**YOUR INSTRUCTIONS**
Go line by line through the data and copy those with the word "halo".

Stored data:

──────

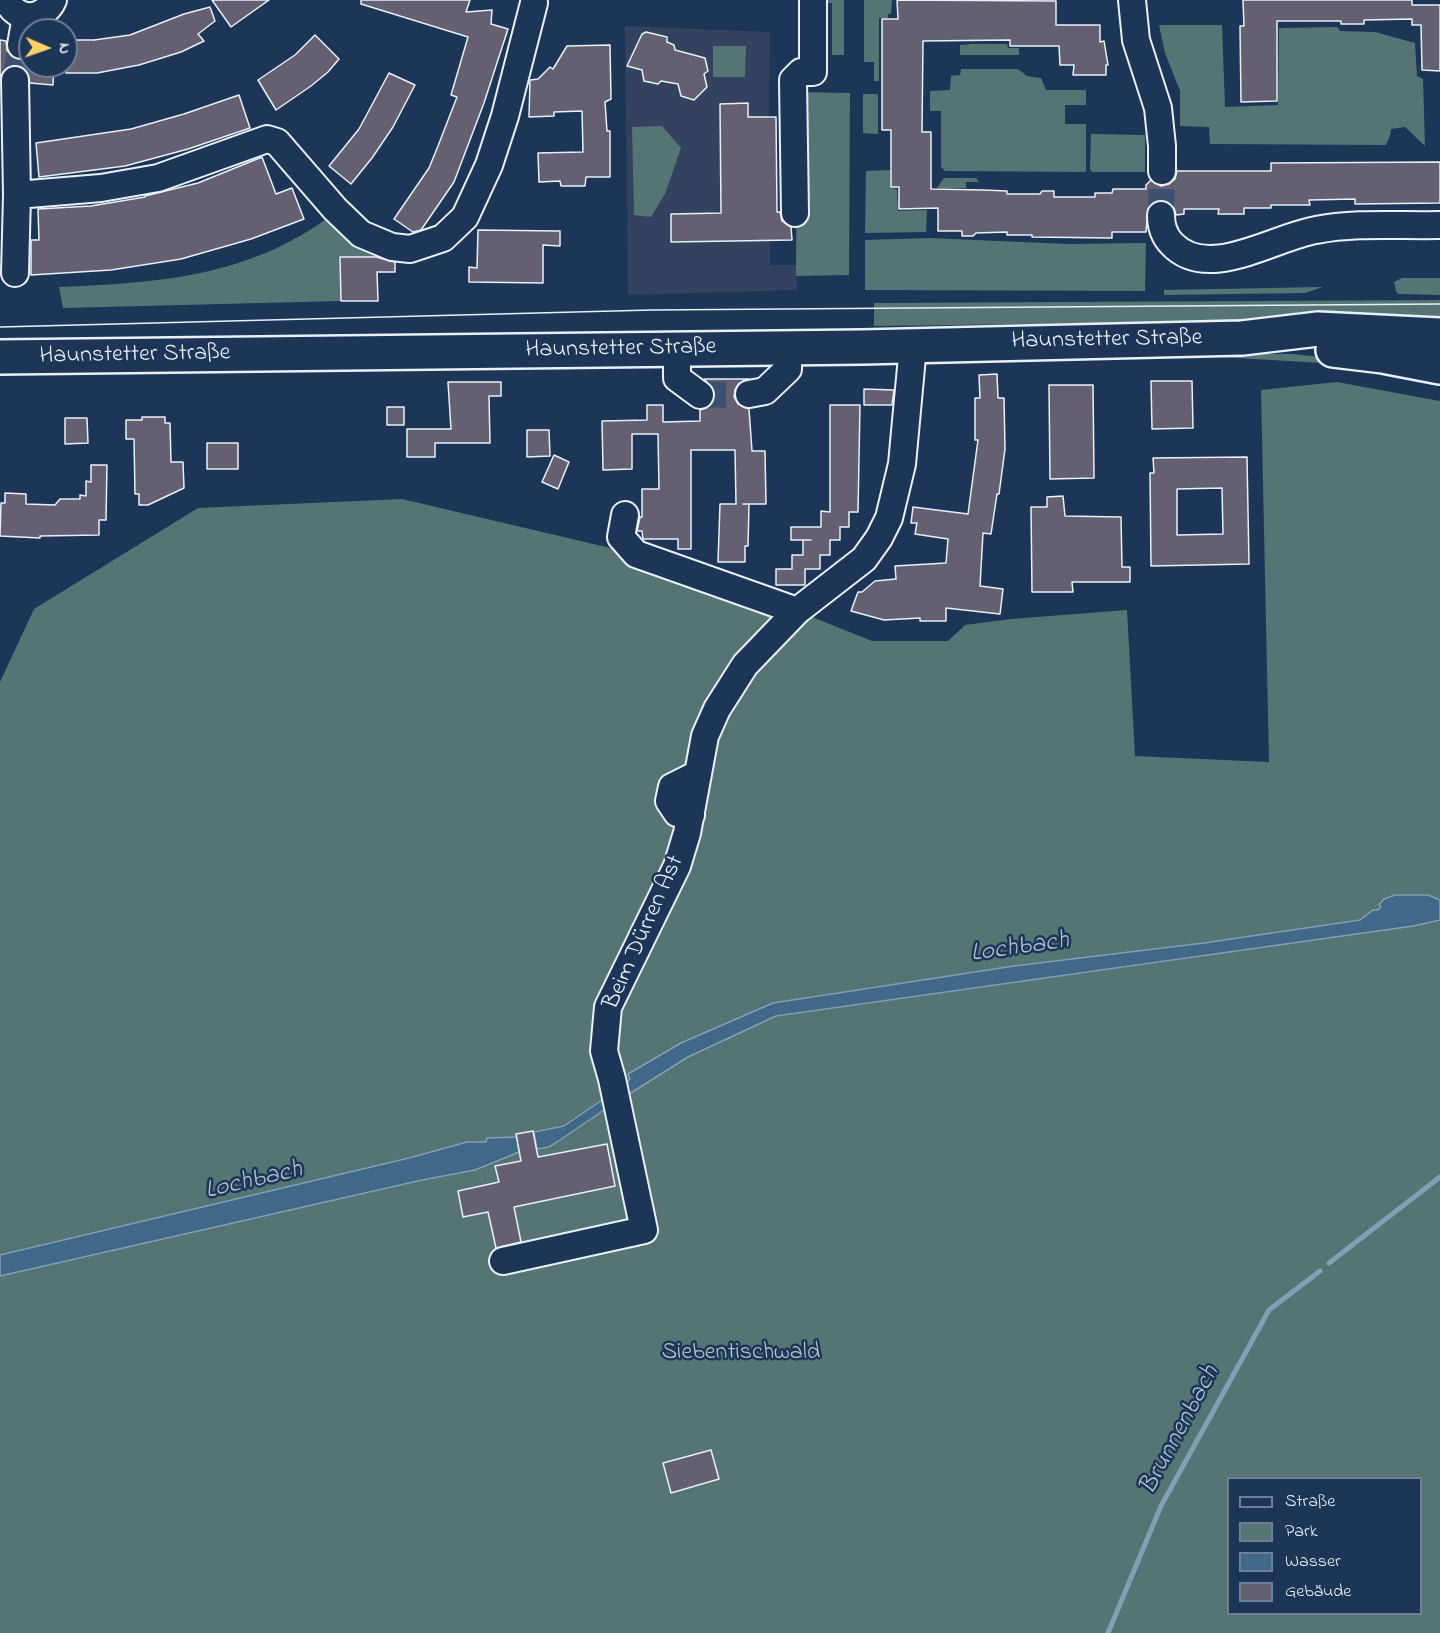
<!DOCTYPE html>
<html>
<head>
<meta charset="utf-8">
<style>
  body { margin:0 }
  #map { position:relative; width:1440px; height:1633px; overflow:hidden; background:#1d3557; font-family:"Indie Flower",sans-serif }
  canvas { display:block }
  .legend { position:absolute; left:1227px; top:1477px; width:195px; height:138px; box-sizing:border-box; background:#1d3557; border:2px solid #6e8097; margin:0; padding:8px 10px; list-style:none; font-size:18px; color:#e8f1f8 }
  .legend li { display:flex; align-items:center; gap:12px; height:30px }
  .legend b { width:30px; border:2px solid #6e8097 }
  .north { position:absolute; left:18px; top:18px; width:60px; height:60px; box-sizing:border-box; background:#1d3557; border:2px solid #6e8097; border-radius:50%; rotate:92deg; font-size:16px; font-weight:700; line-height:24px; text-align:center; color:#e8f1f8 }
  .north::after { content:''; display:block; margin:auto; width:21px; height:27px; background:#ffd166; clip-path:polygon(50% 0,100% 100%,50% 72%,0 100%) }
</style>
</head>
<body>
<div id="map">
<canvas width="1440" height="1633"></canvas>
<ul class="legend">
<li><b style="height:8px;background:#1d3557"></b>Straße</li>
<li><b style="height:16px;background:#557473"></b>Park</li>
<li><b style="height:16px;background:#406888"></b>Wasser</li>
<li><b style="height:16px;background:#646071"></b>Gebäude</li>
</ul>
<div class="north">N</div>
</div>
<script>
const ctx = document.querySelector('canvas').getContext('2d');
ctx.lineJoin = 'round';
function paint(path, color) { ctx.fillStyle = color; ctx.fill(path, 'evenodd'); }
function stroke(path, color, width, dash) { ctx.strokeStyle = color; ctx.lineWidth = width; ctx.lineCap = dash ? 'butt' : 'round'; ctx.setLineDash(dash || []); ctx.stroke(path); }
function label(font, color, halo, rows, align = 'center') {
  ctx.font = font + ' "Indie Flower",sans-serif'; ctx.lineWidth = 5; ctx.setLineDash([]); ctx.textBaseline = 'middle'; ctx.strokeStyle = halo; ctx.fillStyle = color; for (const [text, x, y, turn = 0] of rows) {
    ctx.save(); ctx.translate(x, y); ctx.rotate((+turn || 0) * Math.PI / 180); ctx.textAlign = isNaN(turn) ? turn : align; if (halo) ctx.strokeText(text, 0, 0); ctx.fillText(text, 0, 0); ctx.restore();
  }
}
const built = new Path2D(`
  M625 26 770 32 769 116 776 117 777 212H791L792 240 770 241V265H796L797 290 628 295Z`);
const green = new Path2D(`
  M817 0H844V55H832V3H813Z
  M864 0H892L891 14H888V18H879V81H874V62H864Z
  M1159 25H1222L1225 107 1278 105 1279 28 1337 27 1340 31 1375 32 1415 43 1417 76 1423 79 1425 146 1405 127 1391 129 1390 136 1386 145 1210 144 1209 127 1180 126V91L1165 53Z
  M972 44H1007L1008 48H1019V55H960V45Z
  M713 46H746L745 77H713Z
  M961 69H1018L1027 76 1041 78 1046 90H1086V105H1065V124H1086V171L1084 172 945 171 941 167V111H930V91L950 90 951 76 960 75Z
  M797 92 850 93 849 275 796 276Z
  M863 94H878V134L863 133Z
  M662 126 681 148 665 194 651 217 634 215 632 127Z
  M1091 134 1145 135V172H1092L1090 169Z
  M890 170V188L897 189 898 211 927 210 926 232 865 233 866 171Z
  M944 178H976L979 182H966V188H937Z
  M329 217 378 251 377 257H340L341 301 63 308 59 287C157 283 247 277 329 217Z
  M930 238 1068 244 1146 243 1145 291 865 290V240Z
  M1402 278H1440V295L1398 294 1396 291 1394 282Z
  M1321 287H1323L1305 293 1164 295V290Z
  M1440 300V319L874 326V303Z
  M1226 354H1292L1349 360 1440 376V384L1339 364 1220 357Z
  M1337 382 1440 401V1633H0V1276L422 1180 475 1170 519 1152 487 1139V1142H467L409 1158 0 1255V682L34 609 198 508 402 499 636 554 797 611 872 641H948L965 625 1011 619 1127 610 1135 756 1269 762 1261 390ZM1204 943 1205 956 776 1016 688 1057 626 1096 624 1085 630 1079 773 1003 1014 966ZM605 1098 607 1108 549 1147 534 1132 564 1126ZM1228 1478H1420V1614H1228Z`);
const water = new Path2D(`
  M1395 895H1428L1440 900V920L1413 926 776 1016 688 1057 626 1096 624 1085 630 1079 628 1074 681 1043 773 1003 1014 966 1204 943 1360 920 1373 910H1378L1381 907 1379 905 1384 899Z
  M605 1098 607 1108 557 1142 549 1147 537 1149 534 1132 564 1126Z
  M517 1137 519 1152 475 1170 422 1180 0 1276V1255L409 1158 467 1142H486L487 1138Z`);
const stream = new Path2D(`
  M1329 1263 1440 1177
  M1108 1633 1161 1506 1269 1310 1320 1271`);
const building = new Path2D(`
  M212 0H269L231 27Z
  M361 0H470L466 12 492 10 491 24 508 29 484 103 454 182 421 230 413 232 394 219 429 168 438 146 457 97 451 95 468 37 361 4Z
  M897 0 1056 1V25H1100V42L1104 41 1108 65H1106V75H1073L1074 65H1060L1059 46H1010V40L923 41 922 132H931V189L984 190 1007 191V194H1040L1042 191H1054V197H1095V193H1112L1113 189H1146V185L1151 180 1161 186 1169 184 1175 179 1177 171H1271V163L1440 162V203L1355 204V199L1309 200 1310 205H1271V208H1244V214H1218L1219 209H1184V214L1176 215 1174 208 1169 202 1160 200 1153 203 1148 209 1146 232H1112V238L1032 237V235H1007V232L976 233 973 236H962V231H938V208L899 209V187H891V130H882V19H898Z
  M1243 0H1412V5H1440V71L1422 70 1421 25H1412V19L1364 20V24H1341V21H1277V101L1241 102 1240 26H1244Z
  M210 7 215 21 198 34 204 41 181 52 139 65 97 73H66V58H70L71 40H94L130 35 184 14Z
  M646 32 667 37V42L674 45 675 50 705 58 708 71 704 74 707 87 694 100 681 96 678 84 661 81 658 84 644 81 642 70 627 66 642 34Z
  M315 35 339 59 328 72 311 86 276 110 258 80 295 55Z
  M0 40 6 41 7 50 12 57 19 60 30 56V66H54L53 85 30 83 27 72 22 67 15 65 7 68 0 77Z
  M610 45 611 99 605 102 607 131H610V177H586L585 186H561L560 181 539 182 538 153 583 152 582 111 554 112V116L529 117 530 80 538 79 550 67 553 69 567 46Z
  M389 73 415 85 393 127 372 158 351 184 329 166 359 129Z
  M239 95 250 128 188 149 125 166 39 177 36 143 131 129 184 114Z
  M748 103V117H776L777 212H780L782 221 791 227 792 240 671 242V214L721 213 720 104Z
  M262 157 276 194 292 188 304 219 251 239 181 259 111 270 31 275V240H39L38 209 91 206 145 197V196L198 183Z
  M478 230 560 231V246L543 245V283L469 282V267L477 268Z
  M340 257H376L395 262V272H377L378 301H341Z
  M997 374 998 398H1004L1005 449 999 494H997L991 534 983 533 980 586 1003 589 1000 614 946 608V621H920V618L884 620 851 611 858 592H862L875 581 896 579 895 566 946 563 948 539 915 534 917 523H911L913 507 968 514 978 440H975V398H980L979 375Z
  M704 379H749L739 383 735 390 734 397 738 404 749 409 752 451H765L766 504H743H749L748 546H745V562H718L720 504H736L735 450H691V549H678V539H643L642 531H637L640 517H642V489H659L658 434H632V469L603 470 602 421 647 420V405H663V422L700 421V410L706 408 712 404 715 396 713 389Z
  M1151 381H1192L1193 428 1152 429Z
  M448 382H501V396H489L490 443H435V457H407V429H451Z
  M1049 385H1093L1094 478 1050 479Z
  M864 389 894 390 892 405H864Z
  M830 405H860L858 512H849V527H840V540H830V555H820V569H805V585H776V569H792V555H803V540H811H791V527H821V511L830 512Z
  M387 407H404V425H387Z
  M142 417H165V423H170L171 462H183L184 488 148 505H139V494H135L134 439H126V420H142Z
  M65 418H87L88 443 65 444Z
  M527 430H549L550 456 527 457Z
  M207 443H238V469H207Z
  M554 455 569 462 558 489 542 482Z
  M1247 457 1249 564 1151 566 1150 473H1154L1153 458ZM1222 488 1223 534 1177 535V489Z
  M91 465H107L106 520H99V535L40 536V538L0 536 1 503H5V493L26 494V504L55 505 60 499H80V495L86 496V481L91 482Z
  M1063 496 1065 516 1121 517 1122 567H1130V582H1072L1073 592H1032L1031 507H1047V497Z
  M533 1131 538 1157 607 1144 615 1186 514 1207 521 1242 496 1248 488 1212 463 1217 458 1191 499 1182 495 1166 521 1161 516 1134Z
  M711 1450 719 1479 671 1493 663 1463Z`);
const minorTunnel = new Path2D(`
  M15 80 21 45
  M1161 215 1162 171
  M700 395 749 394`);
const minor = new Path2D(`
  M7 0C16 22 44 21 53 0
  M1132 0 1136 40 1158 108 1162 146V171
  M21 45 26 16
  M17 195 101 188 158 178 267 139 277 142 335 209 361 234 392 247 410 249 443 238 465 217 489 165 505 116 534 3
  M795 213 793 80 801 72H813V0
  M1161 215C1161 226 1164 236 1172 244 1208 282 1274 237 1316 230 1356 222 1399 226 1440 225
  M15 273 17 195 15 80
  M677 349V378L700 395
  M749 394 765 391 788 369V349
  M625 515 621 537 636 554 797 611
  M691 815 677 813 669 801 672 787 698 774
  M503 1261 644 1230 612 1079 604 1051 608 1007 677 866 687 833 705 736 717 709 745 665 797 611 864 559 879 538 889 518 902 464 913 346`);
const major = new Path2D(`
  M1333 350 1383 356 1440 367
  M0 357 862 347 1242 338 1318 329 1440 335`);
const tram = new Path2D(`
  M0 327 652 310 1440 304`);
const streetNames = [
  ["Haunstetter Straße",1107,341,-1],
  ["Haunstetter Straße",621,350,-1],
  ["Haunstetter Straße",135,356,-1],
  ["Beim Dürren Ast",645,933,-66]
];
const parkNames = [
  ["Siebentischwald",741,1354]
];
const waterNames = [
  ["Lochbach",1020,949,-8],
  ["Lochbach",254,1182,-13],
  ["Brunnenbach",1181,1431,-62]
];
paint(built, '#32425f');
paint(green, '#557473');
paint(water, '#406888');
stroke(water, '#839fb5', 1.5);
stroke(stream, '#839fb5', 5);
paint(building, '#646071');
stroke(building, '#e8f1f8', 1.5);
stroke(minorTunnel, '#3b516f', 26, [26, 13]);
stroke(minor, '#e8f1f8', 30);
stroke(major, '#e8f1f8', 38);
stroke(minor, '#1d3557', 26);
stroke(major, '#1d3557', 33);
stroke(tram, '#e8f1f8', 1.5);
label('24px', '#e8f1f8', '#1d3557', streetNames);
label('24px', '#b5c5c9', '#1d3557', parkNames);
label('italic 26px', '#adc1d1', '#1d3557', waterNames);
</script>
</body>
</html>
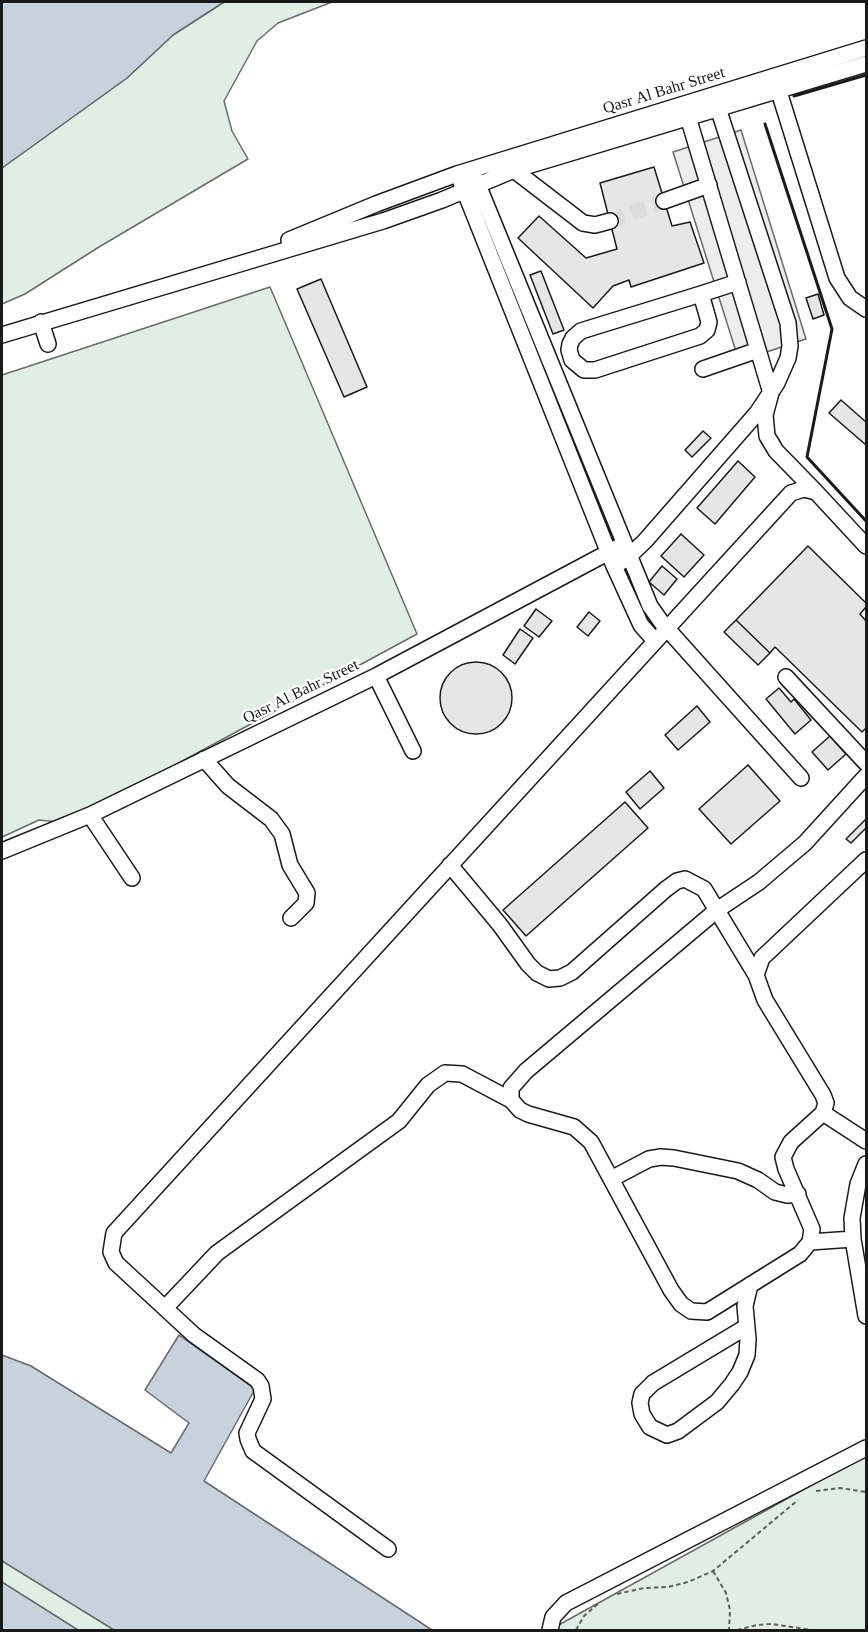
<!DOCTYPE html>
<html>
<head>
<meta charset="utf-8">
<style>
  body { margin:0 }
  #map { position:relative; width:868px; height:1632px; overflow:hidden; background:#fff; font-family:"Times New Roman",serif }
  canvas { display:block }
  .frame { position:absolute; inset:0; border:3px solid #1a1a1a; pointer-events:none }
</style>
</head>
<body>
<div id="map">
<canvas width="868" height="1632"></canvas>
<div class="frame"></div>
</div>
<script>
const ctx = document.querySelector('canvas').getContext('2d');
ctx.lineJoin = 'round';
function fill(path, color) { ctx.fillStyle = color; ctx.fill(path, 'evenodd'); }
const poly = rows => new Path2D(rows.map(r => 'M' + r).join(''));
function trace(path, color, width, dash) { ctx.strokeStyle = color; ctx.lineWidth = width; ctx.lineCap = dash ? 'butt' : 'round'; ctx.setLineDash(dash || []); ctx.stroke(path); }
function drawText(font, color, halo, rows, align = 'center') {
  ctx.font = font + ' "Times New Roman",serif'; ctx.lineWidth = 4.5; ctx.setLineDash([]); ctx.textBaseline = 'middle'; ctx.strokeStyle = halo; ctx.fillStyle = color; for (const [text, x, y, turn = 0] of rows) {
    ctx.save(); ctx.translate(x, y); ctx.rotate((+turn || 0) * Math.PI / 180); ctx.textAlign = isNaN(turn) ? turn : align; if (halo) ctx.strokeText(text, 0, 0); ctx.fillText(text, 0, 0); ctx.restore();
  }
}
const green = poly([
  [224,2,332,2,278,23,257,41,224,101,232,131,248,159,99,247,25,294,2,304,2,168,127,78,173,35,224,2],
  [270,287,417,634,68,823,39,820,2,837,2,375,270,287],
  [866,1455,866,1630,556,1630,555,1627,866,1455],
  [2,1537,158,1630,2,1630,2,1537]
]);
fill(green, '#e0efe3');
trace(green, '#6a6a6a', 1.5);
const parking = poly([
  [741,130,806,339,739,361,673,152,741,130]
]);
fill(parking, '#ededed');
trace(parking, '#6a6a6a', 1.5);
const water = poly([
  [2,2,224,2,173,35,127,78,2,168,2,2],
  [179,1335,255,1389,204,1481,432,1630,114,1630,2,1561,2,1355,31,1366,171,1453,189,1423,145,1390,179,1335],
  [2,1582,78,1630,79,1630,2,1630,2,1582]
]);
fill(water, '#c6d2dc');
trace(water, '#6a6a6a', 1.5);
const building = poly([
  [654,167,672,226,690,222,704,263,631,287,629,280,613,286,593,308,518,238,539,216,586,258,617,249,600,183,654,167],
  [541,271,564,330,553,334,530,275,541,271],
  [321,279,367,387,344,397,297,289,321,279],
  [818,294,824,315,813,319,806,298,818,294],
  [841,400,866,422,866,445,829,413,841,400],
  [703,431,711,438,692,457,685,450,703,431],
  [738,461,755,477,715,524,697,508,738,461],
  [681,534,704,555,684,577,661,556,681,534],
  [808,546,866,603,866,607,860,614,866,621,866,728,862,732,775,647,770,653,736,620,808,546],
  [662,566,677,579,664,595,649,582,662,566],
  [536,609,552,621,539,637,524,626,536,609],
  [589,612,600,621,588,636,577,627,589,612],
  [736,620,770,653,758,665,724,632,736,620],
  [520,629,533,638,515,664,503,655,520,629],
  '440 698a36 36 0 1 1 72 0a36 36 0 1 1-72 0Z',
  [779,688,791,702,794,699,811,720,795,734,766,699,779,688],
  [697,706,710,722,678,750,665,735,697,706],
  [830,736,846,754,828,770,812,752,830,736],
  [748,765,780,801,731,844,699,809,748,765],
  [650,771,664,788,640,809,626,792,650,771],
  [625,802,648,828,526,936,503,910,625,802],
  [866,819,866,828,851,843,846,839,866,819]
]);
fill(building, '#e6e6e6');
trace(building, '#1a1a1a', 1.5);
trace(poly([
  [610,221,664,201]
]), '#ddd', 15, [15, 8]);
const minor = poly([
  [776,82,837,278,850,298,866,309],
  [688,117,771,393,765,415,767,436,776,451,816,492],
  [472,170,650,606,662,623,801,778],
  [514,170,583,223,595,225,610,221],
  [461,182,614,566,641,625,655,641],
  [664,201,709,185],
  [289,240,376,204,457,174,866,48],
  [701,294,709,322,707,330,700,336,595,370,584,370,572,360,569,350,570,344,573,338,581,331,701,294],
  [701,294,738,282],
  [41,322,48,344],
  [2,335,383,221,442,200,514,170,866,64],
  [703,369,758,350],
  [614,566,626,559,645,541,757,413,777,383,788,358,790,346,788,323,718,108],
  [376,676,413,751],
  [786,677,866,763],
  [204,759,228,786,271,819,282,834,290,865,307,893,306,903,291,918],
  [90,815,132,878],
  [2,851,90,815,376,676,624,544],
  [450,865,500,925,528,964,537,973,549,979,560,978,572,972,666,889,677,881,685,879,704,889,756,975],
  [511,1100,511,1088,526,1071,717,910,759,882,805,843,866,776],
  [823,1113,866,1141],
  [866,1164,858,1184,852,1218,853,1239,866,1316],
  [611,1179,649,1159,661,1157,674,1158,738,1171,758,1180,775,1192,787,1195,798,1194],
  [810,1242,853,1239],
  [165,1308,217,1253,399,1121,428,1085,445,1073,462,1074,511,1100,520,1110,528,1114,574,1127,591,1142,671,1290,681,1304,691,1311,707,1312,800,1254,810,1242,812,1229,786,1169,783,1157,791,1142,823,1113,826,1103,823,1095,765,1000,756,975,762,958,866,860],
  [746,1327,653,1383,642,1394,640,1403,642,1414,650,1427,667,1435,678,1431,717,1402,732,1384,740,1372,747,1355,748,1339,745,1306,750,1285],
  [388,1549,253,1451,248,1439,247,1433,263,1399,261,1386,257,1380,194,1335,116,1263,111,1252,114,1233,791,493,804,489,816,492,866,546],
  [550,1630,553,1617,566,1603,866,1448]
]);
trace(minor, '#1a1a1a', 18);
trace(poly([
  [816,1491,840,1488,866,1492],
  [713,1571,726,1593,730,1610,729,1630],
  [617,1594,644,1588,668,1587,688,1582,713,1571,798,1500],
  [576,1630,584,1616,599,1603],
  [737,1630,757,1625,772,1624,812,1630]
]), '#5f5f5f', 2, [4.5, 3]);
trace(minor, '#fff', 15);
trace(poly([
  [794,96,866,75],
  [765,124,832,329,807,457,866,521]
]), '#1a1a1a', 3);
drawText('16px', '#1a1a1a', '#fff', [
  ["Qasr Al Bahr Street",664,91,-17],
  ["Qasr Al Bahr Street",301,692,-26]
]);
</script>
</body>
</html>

──────

**YOUR SOLUTION**
function label(font, color, halo, rows, align = 'center') {
  ctx.font = font + ' "Indie Flower",sans-serif'; ctx.lineWidth = 5; ctx.setLineDash([]); ctx.textBaseline = 'middle'; ctx.strokeStyle = halo; ctx.fillStyle = color; for (const [text, x, y, turn = 0] of rows) {
    ctx.save(); ctx.translate(x, y); ctx.rotate((+turn || 0) * Math.PI / 180); ctx.textAlign = isNaN(turn) ? turn : align; if (halo) ctx.strokeText(text, 0, 0); ctx.fillText(text, 0, 0); ctx.restore();
function drawText(font, color, halo, rows, align = 'center') {
  ctx.font = font + ' "Times New Roman",serif'; ctx.lineWidth = 4.5; ctx.setLineDash([]); ctx.textBaseline = 'middle'; ctx.strokeStyle = halo; ctx.fillStyle = color; for (const [text, x, y, turn = 0] of rows) {
    ctx.save(); ctx.translate(x, y); ctx.rotate((+turn || 0) * Math.PI / 180); ctx.textAlign = isNaN(turn) ? turn : align; if (halo) ctx.strokeText(text, 0, 0); ctx.fillText(text, 0, 0); ctx.restore();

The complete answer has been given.